13 MAY 2006, Page 55

Building on success

James Delingpole

Alain de Botton has done it again and I hate him. A few years ago, I decided to make him my friend as a way of warding off the bitterness and jealousy I might otherwise have felt about his increasingly nauseating success. And for a while it worked.

He still is a friend, up to a point. We still have dinner together; we still fancy each other’s wives; we could still conceive of having a gay relationship together if, one day, we end up stranded for ever on a Lost-style island or we’re the only people to survive the Apocalypse; we still ring each other up now and then to bitch about all the successful writers we hate, and about how vile writing for a living is and how much more fun it would be to be entrepreneurs. I do very much fear, though, that with his new book, The Architecture of Happiness, and tie-in TV series, The Perfect Home (Channel 4, Saturday), the gap between us has grown too large to stomach.

The mistake I made with Alain, I now realise, is to have assumed that, like me, he was just another sweet, charming, bumbling fellow trying to make a living by his pen as best he could in a cruel, uncaring world. But in fact it’s not luck that has got him where he is. Nor, though he is very clever and writes beautifully, is it talent. What’s really made him so successful are the business qualities he has presumably inherited from his father — a canny understanding of how markets work and an utter shark-like ruthlessness.

I saw some of his sharkiness in action when he gave a lecture the other day at the Royal Institute of British Architects. Parts of the audience were mildly hostile, notably the architects among them who objected to their turf being trodden on by an outsider, and started asking him awkward, jargon-filled questions about his failure to address the fundamental issue of ‘space’, and suchlike. With a smile, Alain told them what fascinating questions they had asked, and then proceeded to squash his enemies like cockroaches, variously suggesting that they were mad, paranoid or had missed the point so completely that there really wasn’t time to deal with their fascinating digression in this lifetime.

The canniness you can see in the way he has managed his career. His first books were literary novels, a genre he got out of early when he understood long before most of us that this would be the first thing to go when publishers began ceding all their power to their sales and marketing departments. His non-fiction choices may have seemed accidental, self-indulgent, even, but they were always carefully thought through — not a book called Proust’s Theory of Literature and Happiness but one (with exactly the same content) called How Proust Can Change Your Life, in order for it to be mistaken by Americans for a self-help book; ditto The Consolations of Philosophy. The Art of Travel and Status Anxiety, meanwhile, nailed two of the key subjects of the age, namely: ‘How come my holidays are never as fun as they ought to be?’ and ‘Why is everyone more successful than me?’ With The Architecture of Happiness he has upped the ante still further by doing another of those things you do if you want to get really big, namely, launch an obscenely ambitious, society-changing campaign. For Jamie Oliver it was getting our kids to eat better school dinners. For Alain it’s getting us to love modern architecture.

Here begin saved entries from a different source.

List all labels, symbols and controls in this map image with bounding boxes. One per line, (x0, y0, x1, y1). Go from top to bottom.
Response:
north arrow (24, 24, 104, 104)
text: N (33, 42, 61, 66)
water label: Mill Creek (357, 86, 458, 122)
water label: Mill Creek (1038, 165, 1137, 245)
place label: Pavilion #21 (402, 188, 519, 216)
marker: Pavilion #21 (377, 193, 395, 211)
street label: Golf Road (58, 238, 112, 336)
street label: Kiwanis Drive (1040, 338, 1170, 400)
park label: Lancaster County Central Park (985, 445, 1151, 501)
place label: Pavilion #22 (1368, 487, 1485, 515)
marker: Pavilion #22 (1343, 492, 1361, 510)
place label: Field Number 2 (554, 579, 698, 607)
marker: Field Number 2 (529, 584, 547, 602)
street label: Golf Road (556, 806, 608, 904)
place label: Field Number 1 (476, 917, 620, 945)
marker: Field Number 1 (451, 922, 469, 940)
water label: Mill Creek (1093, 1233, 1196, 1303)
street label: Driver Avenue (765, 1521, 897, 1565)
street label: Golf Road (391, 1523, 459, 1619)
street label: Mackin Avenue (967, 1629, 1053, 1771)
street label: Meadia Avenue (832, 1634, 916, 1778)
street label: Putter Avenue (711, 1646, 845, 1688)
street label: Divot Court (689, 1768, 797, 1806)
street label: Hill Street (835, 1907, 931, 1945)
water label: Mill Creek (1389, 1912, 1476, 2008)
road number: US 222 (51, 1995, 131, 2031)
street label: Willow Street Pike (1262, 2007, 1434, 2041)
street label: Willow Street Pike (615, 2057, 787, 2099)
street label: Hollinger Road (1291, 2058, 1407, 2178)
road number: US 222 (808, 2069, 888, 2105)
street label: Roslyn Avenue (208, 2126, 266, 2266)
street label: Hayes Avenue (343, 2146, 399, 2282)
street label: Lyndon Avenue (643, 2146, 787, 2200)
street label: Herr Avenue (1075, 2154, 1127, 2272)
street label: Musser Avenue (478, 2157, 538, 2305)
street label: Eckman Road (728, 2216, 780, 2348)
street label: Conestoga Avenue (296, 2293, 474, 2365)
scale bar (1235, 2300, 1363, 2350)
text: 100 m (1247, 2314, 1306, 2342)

Put like that, it probably sounds a bit dodgy. As we all know, a Queen Anne house is the only thing that, given the choice, we could bear to live in; or maybe a Georgian rectory; or a mediaeval manor house with a moat and banqueting hall; or just possibly something by Lutyens, but definitely nothing later. Plus, let’s not forget, despite his plausible English accent, Alain is a foreigner. A Swiss, in fact, who grew up in Zurich in an apartment with huge windows and raw concrete walls (which he loved and still feels nostalgic about) and is therefore hardly the sort of person who ought to be lecturing us on what constitutes good taste.

And yet, by the end of his characteristically charming, playful and engrossing documentary (lovely score by Barry Middleton, by the way), I found the essence of his argument irresistible: that our attachment to tradition and our nervousness of anything modern is ruining contemporary domestic architecture. Instead of building imaginative, daring, varied, attractive, spacious and comfortable new houses like they do on certain estates in forward-looking Holland, we have persuaded ourselves that all we can bear is grisly mock-old pastiche. One happy result of the programme is that Ipswich council is now seriously considering a submission for some of those Dutchstyle houses to be built in Norfolk. Another is that my wife and I have had a meeting and agreed that, while our principal ambition is still to live in an Old Rectory, we now wouldn’t totally rule out somewhere completely wacky and modern, like the black box Alain showed us with enormous picture windows in the mountains in Japan.